Data in this exercise below:

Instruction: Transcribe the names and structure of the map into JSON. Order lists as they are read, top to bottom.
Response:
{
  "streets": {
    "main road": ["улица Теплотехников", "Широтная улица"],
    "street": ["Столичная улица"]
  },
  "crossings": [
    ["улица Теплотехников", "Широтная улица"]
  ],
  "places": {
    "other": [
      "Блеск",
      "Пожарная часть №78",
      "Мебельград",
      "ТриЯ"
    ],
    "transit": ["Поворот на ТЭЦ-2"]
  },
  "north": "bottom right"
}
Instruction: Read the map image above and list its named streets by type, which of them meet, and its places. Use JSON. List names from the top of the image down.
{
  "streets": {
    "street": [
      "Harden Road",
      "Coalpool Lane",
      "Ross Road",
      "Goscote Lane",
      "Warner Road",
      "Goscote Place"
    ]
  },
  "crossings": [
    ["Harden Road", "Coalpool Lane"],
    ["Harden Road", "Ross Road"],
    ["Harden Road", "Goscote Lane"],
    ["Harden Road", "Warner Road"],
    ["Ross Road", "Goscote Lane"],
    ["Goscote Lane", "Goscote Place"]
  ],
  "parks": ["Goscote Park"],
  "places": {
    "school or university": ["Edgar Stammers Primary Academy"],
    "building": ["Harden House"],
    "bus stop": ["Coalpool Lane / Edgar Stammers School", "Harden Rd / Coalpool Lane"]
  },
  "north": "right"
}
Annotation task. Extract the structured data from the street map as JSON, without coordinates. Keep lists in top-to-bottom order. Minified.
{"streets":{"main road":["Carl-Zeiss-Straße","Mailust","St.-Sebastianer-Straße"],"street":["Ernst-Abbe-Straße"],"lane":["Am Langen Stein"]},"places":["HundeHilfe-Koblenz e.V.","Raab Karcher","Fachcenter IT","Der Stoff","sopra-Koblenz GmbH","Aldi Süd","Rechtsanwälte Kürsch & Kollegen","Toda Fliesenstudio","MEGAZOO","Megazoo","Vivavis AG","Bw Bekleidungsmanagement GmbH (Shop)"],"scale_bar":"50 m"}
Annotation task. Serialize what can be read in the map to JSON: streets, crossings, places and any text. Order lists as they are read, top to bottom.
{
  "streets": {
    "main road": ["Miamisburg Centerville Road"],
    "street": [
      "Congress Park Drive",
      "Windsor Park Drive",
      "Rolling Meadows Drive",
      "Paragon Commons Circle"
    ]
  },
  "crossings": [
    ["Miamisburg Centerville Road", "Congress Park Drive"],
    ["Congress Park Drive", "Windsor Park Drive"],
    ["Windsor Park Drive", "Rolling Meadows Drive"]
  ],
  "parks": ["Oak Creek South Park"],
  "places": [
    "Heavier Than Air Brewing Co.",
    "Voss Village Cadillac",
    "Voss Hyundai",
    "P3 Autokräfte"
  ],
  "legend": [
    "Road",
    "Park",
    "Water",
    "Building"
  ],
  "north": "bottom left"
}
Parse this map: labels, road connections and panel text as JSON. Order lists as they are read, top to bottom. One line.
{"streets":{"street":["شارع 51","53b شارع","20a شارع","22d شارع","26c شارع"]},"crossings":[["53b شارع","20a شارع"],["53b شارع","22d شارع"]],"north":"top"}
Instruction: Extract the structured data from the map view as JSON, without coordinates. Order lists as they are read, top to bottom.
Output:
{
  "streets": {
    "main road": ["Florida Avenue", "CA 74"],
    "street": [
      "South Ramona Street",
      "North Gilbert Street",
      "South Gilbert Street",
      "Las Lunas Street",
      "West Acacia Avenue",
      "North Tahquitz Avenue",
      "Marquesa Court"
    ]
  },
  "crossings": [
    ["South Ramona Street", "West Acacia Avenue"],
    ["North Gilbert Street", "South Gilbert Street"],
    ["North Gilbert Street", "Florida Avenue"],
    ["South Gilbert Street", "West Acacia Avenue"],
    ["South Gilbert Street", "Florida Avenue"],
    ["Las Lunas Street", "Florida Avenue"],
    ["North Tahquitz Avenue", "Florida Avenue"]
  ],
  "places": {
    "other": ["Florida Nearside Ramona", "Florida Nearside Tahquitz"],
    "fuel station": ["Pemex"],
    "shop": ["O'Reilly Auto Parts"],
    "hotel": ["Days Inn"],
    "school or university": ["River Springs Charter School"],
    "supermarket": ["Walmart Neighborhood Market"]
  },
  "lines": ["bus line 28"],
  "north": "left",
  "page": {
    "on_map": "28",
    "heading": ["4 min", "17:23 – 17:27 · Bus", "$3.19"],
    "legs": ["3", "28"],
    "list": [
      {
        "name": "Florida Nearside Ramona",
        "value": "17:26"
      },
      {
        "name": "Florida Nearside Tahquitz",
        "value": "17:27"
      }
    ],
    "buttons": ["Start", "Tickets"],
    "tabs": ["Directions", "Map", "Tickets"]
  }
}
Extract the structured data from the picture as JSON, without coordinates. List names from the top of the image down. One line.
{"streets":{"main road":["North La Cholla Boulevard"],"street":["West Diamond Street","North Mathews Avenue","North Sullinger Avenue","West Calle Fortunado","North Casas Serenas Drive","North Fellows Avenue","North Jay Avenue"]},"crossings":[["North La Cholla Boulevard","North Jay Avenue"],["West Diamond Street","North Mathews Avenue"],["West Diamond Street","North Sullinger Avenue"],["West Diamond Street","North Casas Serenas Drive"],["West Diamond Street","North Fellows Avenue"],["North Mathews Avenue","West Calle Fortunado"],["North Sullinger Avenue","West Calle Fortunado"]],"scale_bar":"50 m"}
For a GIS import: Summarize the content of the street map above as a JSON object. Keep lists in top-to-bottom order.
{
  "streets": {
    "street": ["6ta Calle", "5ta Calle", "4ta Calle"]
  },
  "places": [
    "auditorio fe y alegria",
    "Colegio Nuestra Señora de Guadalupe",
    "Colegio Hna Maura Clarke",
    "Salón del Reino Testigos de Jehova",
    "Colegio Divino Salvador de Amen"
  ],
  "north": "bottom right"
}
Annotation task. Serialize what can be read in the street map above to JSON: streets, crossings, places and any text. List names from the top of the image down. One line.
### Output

End of Data in this exercise.

■ **Work order**
From start to finish, retype the records above with complete accuracy.

■ **Response area**
Instruction: Transcribe the names and structure of the map into JSON. Order lists as they are read, top to bottom.
Response:
{
  "streets": {
    "main road": ["улица Теплотехников", "Широтная улица"],
    "street": ["Столичная улица"]
  },
  "crossings": [
    ["улица Теплотехников", "Широтная улица"]
  ],
  "places": {
    "other": [
      "Блеск",
      "Пожарная часть №78",
      "Мебельград",
      "ТриЯ"
    ],
    "transit": ["Поворот на ТЭЦ-2"]
  },
  "north": "bottom right"
}
Instruction: Read the map image above and list its named streets by type, which of them meet, and its places. Use JSON. List names from the top of the image down.
{
  "streets": {
    "street": [
      "Harden Road",
      "Coalpool Lane",
      "Ross Road",
      "Goscote Lane",
      "Warner Road",
      "Goscote Place"
    ]
  },
  "crossings": [
    ["Harden Road", "Coalpool Lane"],
    ["Harden Road", "Ross Road"],
    ["Harden Road", "Goscote Lane"],
    ["Harden Road", "Warner Road"],
    ["Ross Road", "Goscote Lane"],
    ["Goscote Lane", "Goscote Place"]
  ],
  "parks": ["Goscote Park"],
  "places": {
    "school or university": ["Edgar Stammers Primary Academy"],
    "building": ["Harden House"],
    "bus stop": ["Coalpool Lane / Edgar Stammers School", "Harden Rd / Coalpool Lane"]
  },
  "north": "right"
}
Annotation task. Extract the structured data from the street map as JSON, without coordinates. Keep lists in top-to-bottom order. Minified.
{"streets":{"main road":["Carl-Zeiss-Straße","Mailust","St.-Sebastianer-Straße"],"street":["Ernst-Abbe-Straße"],"lane":["Am Langen Stein"]},"places":["HundeHilfe-Koblenz e.V.","Raab Karcher","Fachcenter IT","Der Stoff","sopra-Koblenz GmbH","Aldi Süd","Rechtsanwälte Kürsch & Kollegen","Toda Fliesenstudio","MEGAZOO","Megazoo","Vivavis AG","Bw Bekleidungsmanagement GmbH (Shop)"],"scale_bar":"50 m"}
Annotation task. Serialize what can be read in the map to JSON: streets, crossings, places and any text. Order lists as they are read, top to bottom.
{
  "streets": {
    "main road": ["Miamisburg Centerville Road"],
    "street": [
      "Congress Park Drive",
      "Windsor Park Drive",
      "Rolling Meadows Drive",
      "Paragon Commons Circle"
    ]
  },
  "crossings": [
    ["Miamisburg Centerville Road", "Congress Park Drive"],
    ["Congress Park Drive", "Windsor Park Drive"],
    ["Windsor Park Drive", "Rolling Meadows Drive"]
  ],
  "parks": ["Oak Creek South Park"],
  "places": [
    "Heavier Than Air Brewing Co.",
    "Voss Village Cadillac",
    "Voss Hyundai",
    "P3 Autokräfte"
  ],
  "legend": [
    "Road",
    "Park",
    "Water",
    "Building"
  ],
  "north": "bottom left"
}
Parse this map: labels, road connections and panel text as JSON. Order lists as they are read, top to bottom. One line.
{"streets":{"street":["شارع 51","53b شارع","20a شارع","22d شارع","26c شارع"]},"crossings":[["53b شارع","20a شارع"],["53b شارع","22d شارع"]],"north":"top"}
Instruction: Extract the structured data from the map view as JSON, without coordinates. Order lists as they are read, top to bottom.
Output:
{
  "streets": {
    "main road": ["Florida Avenue", "CA 74"],
    "street": [
      "South Ramona Street",
      "North Gilbert Street",
      "South Gilbert Street",
      "Las Lunas Street",
      "West Acacia Avenue",
      "North Tahquitz Avenue",
      "Marquesa Court"
    ]
  },
  "crossings": [
    ["South Ramona Street", "West Acacia Avenue"],
    ["North Gilbert Street", "South Gilbert Street"],
    ["North Gilbert Street", "Florida Avenue"],
    ["South Gilbert Street", "West Acacia Avenue"],
    ["South Gilbert Street", "Florida Avenue"],
    ["Las Lunas Street", "Florida Avenue"],
    ["North Tahquitz Avenue", "Florida Avenue"]
  ],
  "places": {
    "other": ["Florida Nearside Ramona", "Florida Nearside Tahquitz"],
    "fuel station": ["Pemex"],
    "shop": ["O'Reilly Auto Parts"],
    "hotel": ["Days Inn"],
    "school or university": ["River Springs Charter School"],
    "supermarket": ["Walmart Neighborhood Market"]
  },
  "lines": ["bus line 28"],
  "north": "left",
  "page": {
    "on_map": "28",
    "heading": ["4 min", "17:23 – 17:27 · Bus", "$3.19"],
    "legs": ["3", "28"],
    "list": [
      {
        "name": "Florida Nearside Ramona",
        "value": "17:26"
      },
      {
        "name": "Florida Nearside Tahquitz",
        "value": "17:27"
      }
    ],
    "buttons": ["Start", "Tickets"],
    "tabs": ["Directions", "Map", "Tickets"]
  }
}
Extract the structured data from the picture as JSON, without coordinates. List names from the top of the image down. One line.
{"streets":{"main road":["North La Cholla Boulevard"],"street":["West Diamond Street","North Mathews Avenue","North Sullinger Avenue","West Calle Fortunado","North Casas Serenas Drive","North Fellows Avenue","North Jay Avenue"]},"crossings":[["North La Cholla Boulevard","North Jay Avenue"],["West Diamond Street","North Mathews Avenue"],["West Diamond Street","North Sullinger Avenue"],["West Diamond Street","North Casas Serenas Drive"],["West Diamond Street","North Fellows Avenue"],["North Mathews Avenue","West Calle Fortunado"],["North Sullinger Avenue","West Calle Fortunado"]],"scale_bar":"50 m"}
For a GIS import: Summarize the content of the street map above as a JSON object. Keep lists in top-to-bottom order.
{
  "streets": {
    "street": ["6ta Calle", "5ta Calle", "4ta Calle"]
  },
  "places": [
    "auditorio fe y alegria",
    "Colegio Nuestra Señora de Guadalupe",
    "Colegio Hna Maura Clarke",
    "Salón del Reino Testigos de Jehova",
    "Colegio Divino Salvador de Amen"
  ],
  "north": "bottom right"
}
Annotation task. Serialize what can be read in the street map above to JSON: streets, crossings, places and any text. List names from the top of the image down. One line.
### Output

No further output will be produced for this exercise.